Some of the damage has been to the reputation they value. When the federal government announced what was originally called a “bank bailout”, community bankers had to scramble to explain to their customers that most of the entities in trouble were not commercial banks, but large investment banks on Wall Street.  Perhaps Lehman Brothers might still be in business had they been willing to make loans to “Joe the Plumber”.  Community bankers saw their image tarnished as politicians and the media used the words “bank” and “bank failure” to describe what was happening to nonbanks.

The Treasury’s Capital Purchase Program (CPP), intended to increase lending, does little to help the vast majority of community banks that remain well capitalized and have money to lend.
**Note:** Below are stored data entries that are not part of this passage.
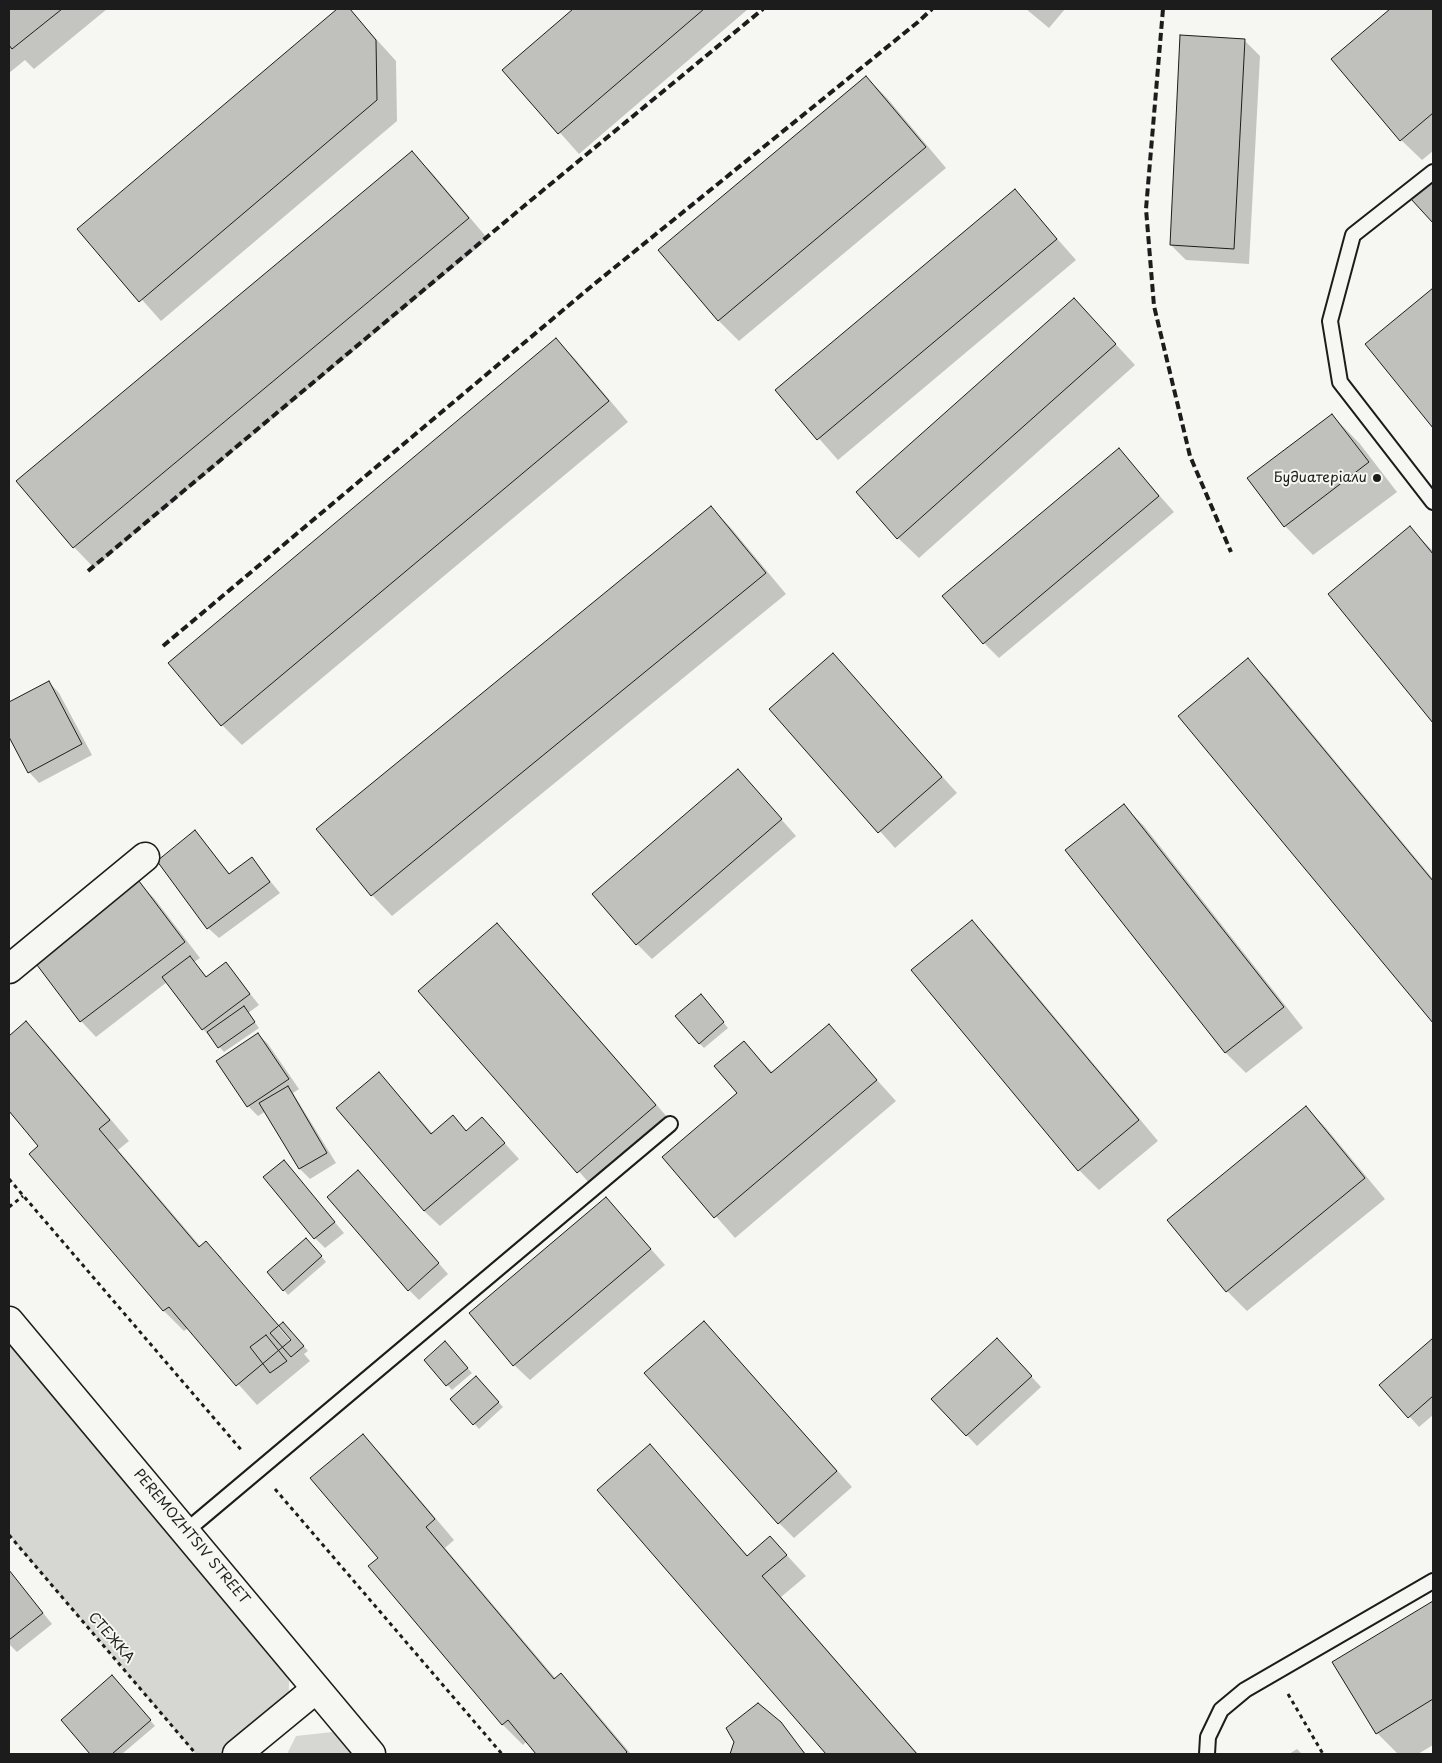 <!DOCTYPE html>
<meta charset="utf-8">
<style>
body{margin:0}
#map{position:relative;width:1442px;height:1763px;overflow:hidden;background:#f6f6f2;font-family:"Playpen Sans",sans-serif}
canvas{display:block}
.frame{position:absolute;inset:0;border:10px solid #1c1c1c;pointer-events:none}
</style>
<div id="map">
<canvas width="1442" height="1763"></canvas>
<div class="frame"></div>
</div>
<script>
const g = document.querySelector('canvas').getContext('2d');
g.lineJoin = 'round';
function paint(path, color) {
  g.fillStyle = color;
  g.fill(path, 'evenodd');
}
function shape(rows) {
  const path = new Path2D();
  for (const r of rows) {
    path.moveTo(r[0], r[1]);
    for (let i = 2; i < r.length; i += 2) path.lineTo(r[i], r[i + 1]);
  }
  return path;
}
function stroke(path, color, width, dash) {
  g.strokeStyle = color;
  g.lineWidth = width;
  g.lineCap = dash ? 'butt' : 'round';
  g.setLineDash(dash || []);
  g.stroke(path);
}
function label(font, color, halo, rows, align = 'center') {
  g.font = font + ' "Playpen Sans",sans-serif';
  g.lineWidth = 4;
  g.setLineDash([]);
  g.textBaseline = 'middle';
  g.strokeStyle = halo;
  g.fillStyle = color;
  for (const [text, x, y, turn = 0] of rows) {
    g.save();
    g.translate(x, y);
    g.rotate((+turn || 0) * Math.PI / 180);
    g.textAlign = isNaN(turn) ? turn : align;
    if (halo) g.strokeText(text, 0, 0);
    g.fillText(text, 0, 0);
    g.restore();
  }
}
const green = shape([
 [9,1321,290,1657,288,1712,237,1754,196,1754,9,1535],
 [351,1730,371,1754,287,1754,296,1736]
]);
const shadow = shape([
 [9,9,107,9,34,69,25,60,9,73],
 [339,9,349,9,396,61,397,121,161,321,79,229],
 [574,9,748,9,579,154,504,70],
 [1026,9,1065,9,1049,28],
 [1392,9,1433,9,1433,151,1422,160,1401,140,1332,59],
 [1244,40,1260,56,1249,264,1186,260,1171,245],
 [866,77,887,98,946,168,739,341,718,320],
 [412,152,432,173,488,239,94,568,74,547,18,481],
 [1014,190,1076,260,838,460,776,390],
 [1433,290,1433,426,1366,344],
 [1074,299,1135,365,919,558,898,538],
 [556,339,576,360,628,422,242,745,222,725],
 [1332,415,1360,444,1397,492,1313,555,1285,526,1248,479],
 [1119,450,1174,512,999,658,984,643],
 [711,507,731,528,786,594,392,916,372,895,317,829],
 [1410,528,1433,551,1433,721,1329,594],
 [833,655,957,793,895,848,771,709],
 [1248,660,1268,680,1433,879,1433,1021,1180,716],
 [49,682,59,693,92,755,39,783,29,772,9,735,9,704],
 [738,770,796,836,652,959,637,944],
 [1124,806,1144,826,1303,1028,1246,1073,1226,1053,1067,851],
 [195,832,230,874,252,859,280,893,219,938,208,928],
 [139,883,154,898,200,958,194,962,207,977,226,963,259,1005,248,1013,259,1028,224,1052,203,1029,167,982,96,1037,81,1021],
 [971,922,992,942,1158,1141,1099,1190,1079,1170],
 [497,924,517,945,675,1126,598,1193,419,991],
 [706,1001,728,1028,704,1048,699,1043],
 [26,1023,46,1043,129,1141,118,1150,201,1247,206,1243,222,1258,220,1260,294,1345,288,1328,308,1351,304,1354,310,1361,257,1405,188,1328,184,1331,164,1311,31,1155,40,1146,9,1109,9,1038],
 [828,1026,896,1101,735,1238,664,1157,739,1093,744,1043,773,1073],
 [258,1034,268,1044,299,1089,293,1093,336,1163,310,1179,300,1169,266,1111,258,1116,248,1106],
 [379,1073,433,1134,453,1117,467,1131,482,1118,519,1159,440,1226,424,1211],
 [1306,1107,1326,1128,1385,1199,1247,1311,1227,1291],
 [284,1162,344,1233,325,1248,315,1238],
 [368,1182,448,1274,419,1300,409,1290],
 [606,1198,665,1265,530,1380,514,1365],
 [311,1244,326,1262,288,1295,284,1290],
 [719,1338,852,1487,794,1538,779,1523],
 [1433,1340,1433,1415,1419,1427,1381,1385],
 [450,1348,472,1373,452,1390,425,1360],
 [1007,1350,1041,1387,977,1446,933,1399],
 [476,1378,503,1407,479,1429,452,1399],
 [363,1436,383,1456,454,1540,445,1548,556,1679,561,1675,581,1695,631,1754,538,1754,527,1741,523,1745,503,1725,370,1566,380,1559],
 [650,1446,748,1556,770,1537,806,1576,781,1597,918,1754,828,1754,598,1490],
 [9,1571,52,1624,17,1652,9,1644],
 [1433,1603,1433,1745,1418,1754,1398,1754,1377,1733,1334,1662],
 [117,1682,155,1726,122,1754,92,1754,62,1720],
 [780,1723,806,1754,732,1754],
 [1297,1749,1302,1754,1289,1754]
]);
const building = shape([
 [9,9,62,9,12,49,9,45,9,9],
 [337,9,350,9,376,40,377,100,139,302,77,229,337,9],
 [573,9,704,9,558,134,502,70,573,9],
 [1390,9,1433,9,1433,113,1400,141,1331,59,1390,9],
 [1180,35,1245,39,1234,249,1170,245,1180,35],
 [866,76,926,147,718,321,658,250,866,76],
 [412,151,469,218,73,548,16,481,412,151],
 [1433,179,1433,223,1411,199,1433,179],
 [1015,189,1057,239,817,440,775,390,1015,189],
 [1433,288,1433,428,1365,344,1433,288],
 [1074,298,1116,344,897,539,856,492,1074,298],
 [556,338,609,401,221,726,168,663,556,338],
 [1332,414,1369,462,1284,527,1247,478,1332,414],
 [1119,448,1159,496,983,644,942,596,1119,448],
 [711,506,766,573,371,896,316,829,711,506],
 [1410,526,1433,554,1433,723,1328,594,1410,526],
 [833,653,942,777,878,833,769,709,833,653],
 [1248,658,1433,881,1433,1023,1178,716,1248,658],
 [49,681,82,744,28,773,9,737,9,702,49,681],
 [738,769,782,819,636,945,592,894,738,769],
 [1124,804,1284,1007,1225,1053,1065,850,1124,804],
 [195,830,229,874,252,857,270,882,207,929,157,861,195,830],
 [139,881,185,942,80,1022,34,961,139,881],
 [972,920,1139,1120,1078,1171,911,970,972,920],
 [497,923,656,1105,577,1173,418,991,497,923],
 [190,956,206,977,226,962,250,994,202,1030,162,977,190,956],
 [701,994,724,1022,699,1044,675,1016,701,994],
 [244,1006,255,1022,218,1048,207,1032,244,1006],
 [26,1021,110,1120,99,1129,199,1247,206,1241,291,1340,236,1386,169,1307,163,1311,29,1154,38,1146,9,1111,9,1036,26,1021],
 [829,1024,877,1080,714,1218,662,1157,737,1093,714,1066,744,1041,771,1073,829,1024],
 [258,1033,289,1079,247,1107,216,1061,258,1033],
 [379,1072,431,1134,453,1115,466,1131,482,1117,505,1143,424,1211,336,1108,379,1072],
 [288,1086,327,1153,299,1169,259,1103,288,1086],
 [1306,1106,1365,1178,1226,1292,1167,1220,1306,1106],
 [284,1160,335,1222,314,1239,263,1177,284,1160],
 [358,1170,439,1263,408,1291,327,1197,358,1170],
 [606,1197,651,1249,513,1366,469,1313,606,1197],
 [306,1238,322,1256,283,1291,267,1272,306,1238],
 [704,1321,837,1471,778,1524,644,1373,704,1321],
 [283,1322,304,1346,291,1357,270,1333,283,1322],
 [266,1335,287,1361,270,1373,250,1347,266,1335],
 [997,1338,1032,1376,966,1436,931,1399,997,1338],
 [1433,1338,1433,1396,1408,1418,1379,1385,1433,1338],
 [445,1341,468,1368,446,1386,424,1360,445,1341],
 [476,1376,499,1402,473,1425,450,1399,476,1376],
 [363,1434,435,1519,426,1527,554,1679,561,1673,627,1752,625,1754,536,1754,508,1720,502,1725,368,1566,378,1558,310,1478,363,1434],
 [650,1444,747,1556,770,1536,787,1555,762,1576,917,1754,826,1754,597,1490,650,1444],
 [9,1570,43,1613,9,1640,9,1570],
 [1433,1601,1433,1699,1376,1734,1332,1662,1433,1601],
 [112,1675,151,1720,112,1754,90,1754,61,1720,112,1675],
 [758,1703,781,1722,805,1754,730,1754,734,1742,726,1728,758,1703]
]);
const path = shape([
 [9,1179,243,1452],
 [9,1207,23,1196],
 [275,1489,502,1754],
 [9,1535,196,1754],
 [1288,1694,1323,1754]
]);
const service = shape([
 [1433,172,1353,235,1330,321,1340,382,1433,502],
 [186,1531,670,1124],
 [1207,1754,1208,1737,1221,1710,1245,1690,1433,1581]
]);
const minor = shape([
 [9,969,145,857],
 [237,1754,316,1689]
]);
const tertiary = shape([
 [9,1321,371,1754]
]);
const rail = shape([
 [1163,9,1146,209,1154,306,1190,456,1231,552],
 [88,571,524,206,763,9],
 [163,646,593,285,918,22,932,9]
]);
const markers = [
 [1377,478,5,"#1c1c1c"]
];
const poiNames = [
 ["Будиатеріали",1367,478]
];
const streetNames = [
 ["PEREMOZHTSIV STREET",191,1537,50],
 ["СТЕЖКА",111,1638,49]
];
paint(green, '#d6d6d2');
paint(shadow, '#0003');
paint(building, '#c0c0bd');
stroke(building, '#1c1c1c', 1);
stroke(service, '#1c1c1c', 18);
stroke(minor, '#1c1c1c', 31);
stroke(tertiary, '#1c1c1c', 31);
stroke(path, '#1c1c1c', 3, [4, 4]);
stroke(service, '#f6f6f2', 14);
stroke(minor, '#f6f6f2', 28);
stroke(tertiary, '#f6f6f2', 28);
stroke(rail, '#1c1c1c', 4, [8, 4]);
for (const [x, y, r, color] of markers) {
  const dot = new Path2D();
  dot.arc(x, y, r, 0, 2 * Math.PI);
  g.fillStyle = color;
  g.fill(dot);
  stroke(dot, '#f6f6f2', 2);
}
label('14px', '#1c1c1c', '#f6f6f2', poiNames, 'right');
label('14px', '#1c1c1c', '#f6f6f2', streetNames);
</script>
More than a few community bankers have expressed frustration that the capital infusion program is essentially a “subsidy” for reckless (mostly larger) competitors who would not need assistance had they managed their institutions properly in the first place.

The Treasury has sought to overcome community bankers’ resistance to the CPP by urging all healthy banks of every size to participate, even if they don’t issue preferred shares or need capital -and more recently, even if they are non exchange-traded public companies or are privately held. This pressure has triggered anxiety for community bankers as they wrestle with whether or not to sign up for the program. If they do, their customers could misperceive them as weak and in need of a government handout. Moreover, they will be subject to all manner of government restrictions that could discourage private investment.

The fallout from the missteps of a few large financial players could result in heavy-handed regulation that drives up costs, increases the number of incomprehensible disclosures and pushes community banks out of the market. Community banks should not be forced to atone for the sins of others. Let’s design regulatory reforms with an eye toward making community banks more competitive and better able to support small business.

Any federal solution cannot be a hasty one-size-fits-all regulatory “fix” that may have a further negative effect on community banks. Community bankers deserve a seat at the table as decisions about the ongoing financial crisis are being made and as Congress begins the work of reforming our financial regulatory system. Bankers have an intimate knowledge of the needs of small businesses whose continued access to funding is critical to economic recovery. Community banks and their common-sense approach to management hold important lessons for all financial service organizations.

Most of all, our leaders should be reminded of the essential role of the U.S. community banking system in a strong and well functioning economy. Our country’s economic recovery and the preservation of the American dream depend on it.